◆ What you have to do ◆
The data below should be retyped exactly, with the pictures left out.

BEGIN

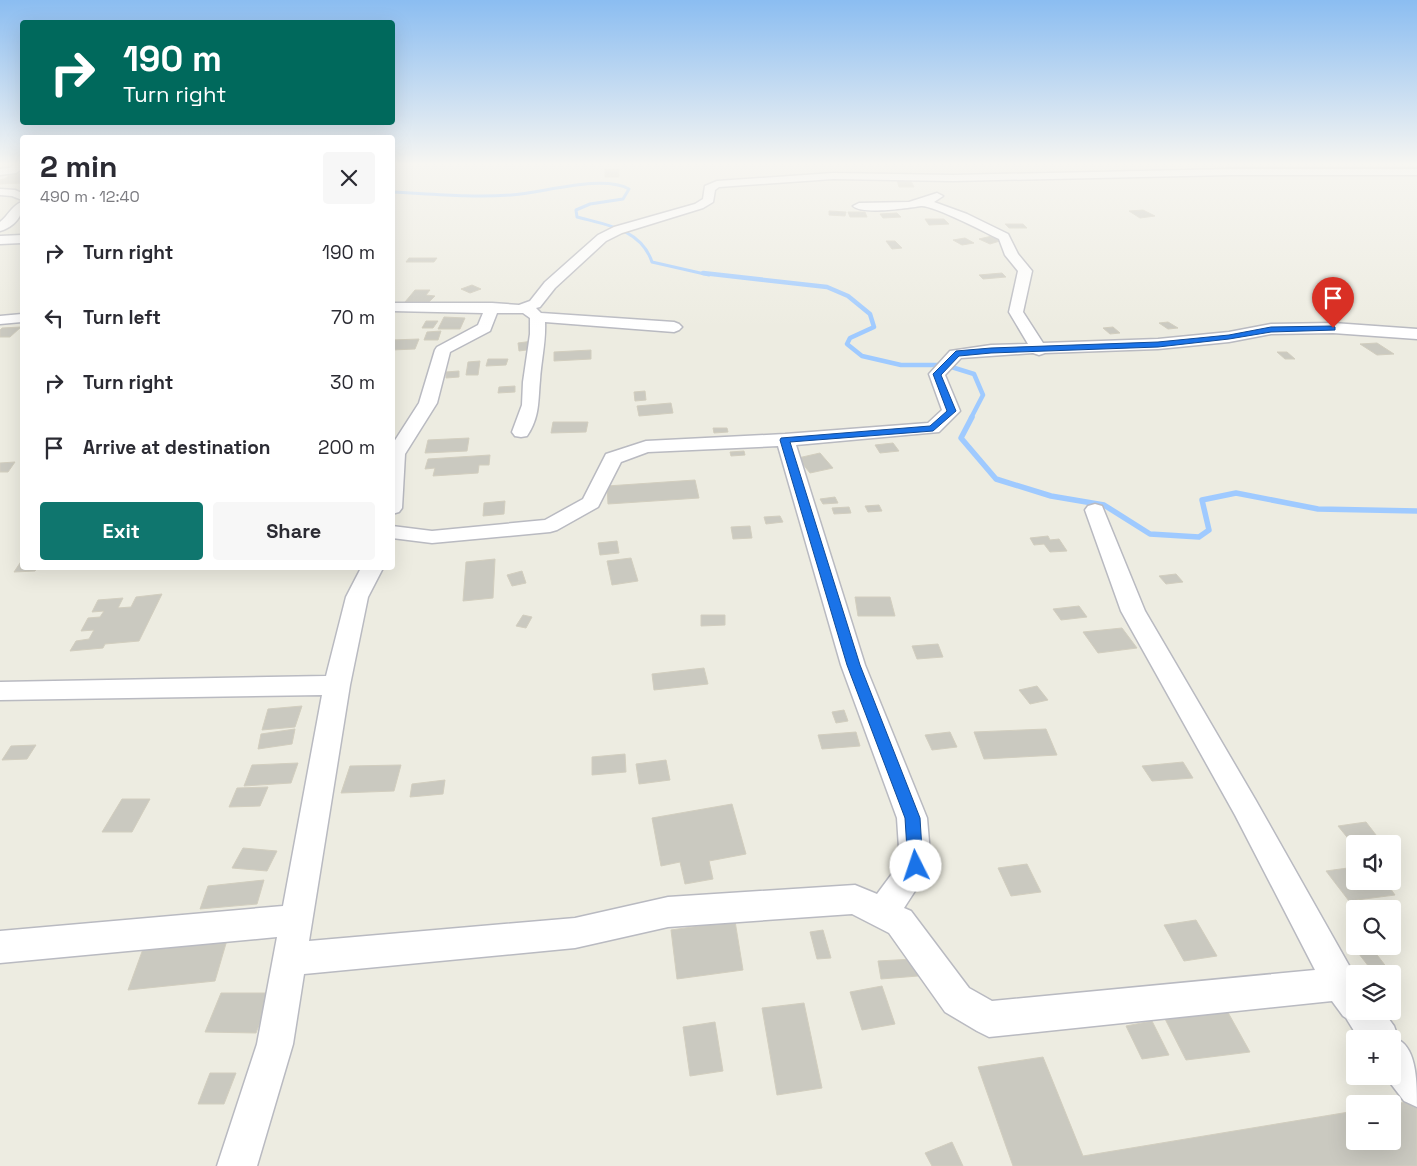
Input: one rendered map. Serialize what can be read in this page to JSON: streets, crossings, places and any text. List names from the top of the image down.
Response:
{
  "page": {
    "turn": ["190 m", "Turn right"],
    "heading": ["2 min", "490 m · 12:40"],
    "list": [
      {
        "name": "Turn right",
        "value": "190 m"
      },
      {
        "name": "Turn left",
        "value": "70 m"
      },
      {
        "name": "Turn right",
        "value": "30 m"
      },
      {
        "name": "Arrive at destination",
        "value": "200 m"
      }
    ],
    "buttons": ["Exit", "Share"],
    "map_buttons": ["+", "−"]
  }
}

END

◆ Reply to the task ◆
Input: one rendered map. Serialize what can be read in this page to JSON: streets, crossings, places and any text. List names from the top of the image down.
Response:
{
  "page": {
    "turn": ["190 m", "Turn right"],
    "heading": ["2 min", "490 m · 12:40"],
    "list": [
      {
        "name": "Turn right",
        "value": "190 m"
      },
      {
        "name": "Turn left",
        "value": "70 m"
      },
      {
        "name": "Turn right",
        "value": "30 m"
      },
      {
        "name": "Arrive at destination",
        "value": "200 m"
      }
    ],
    "buttons": ["Exit", "Share"],
    "map_buttons": ["+", "−"]
  }
}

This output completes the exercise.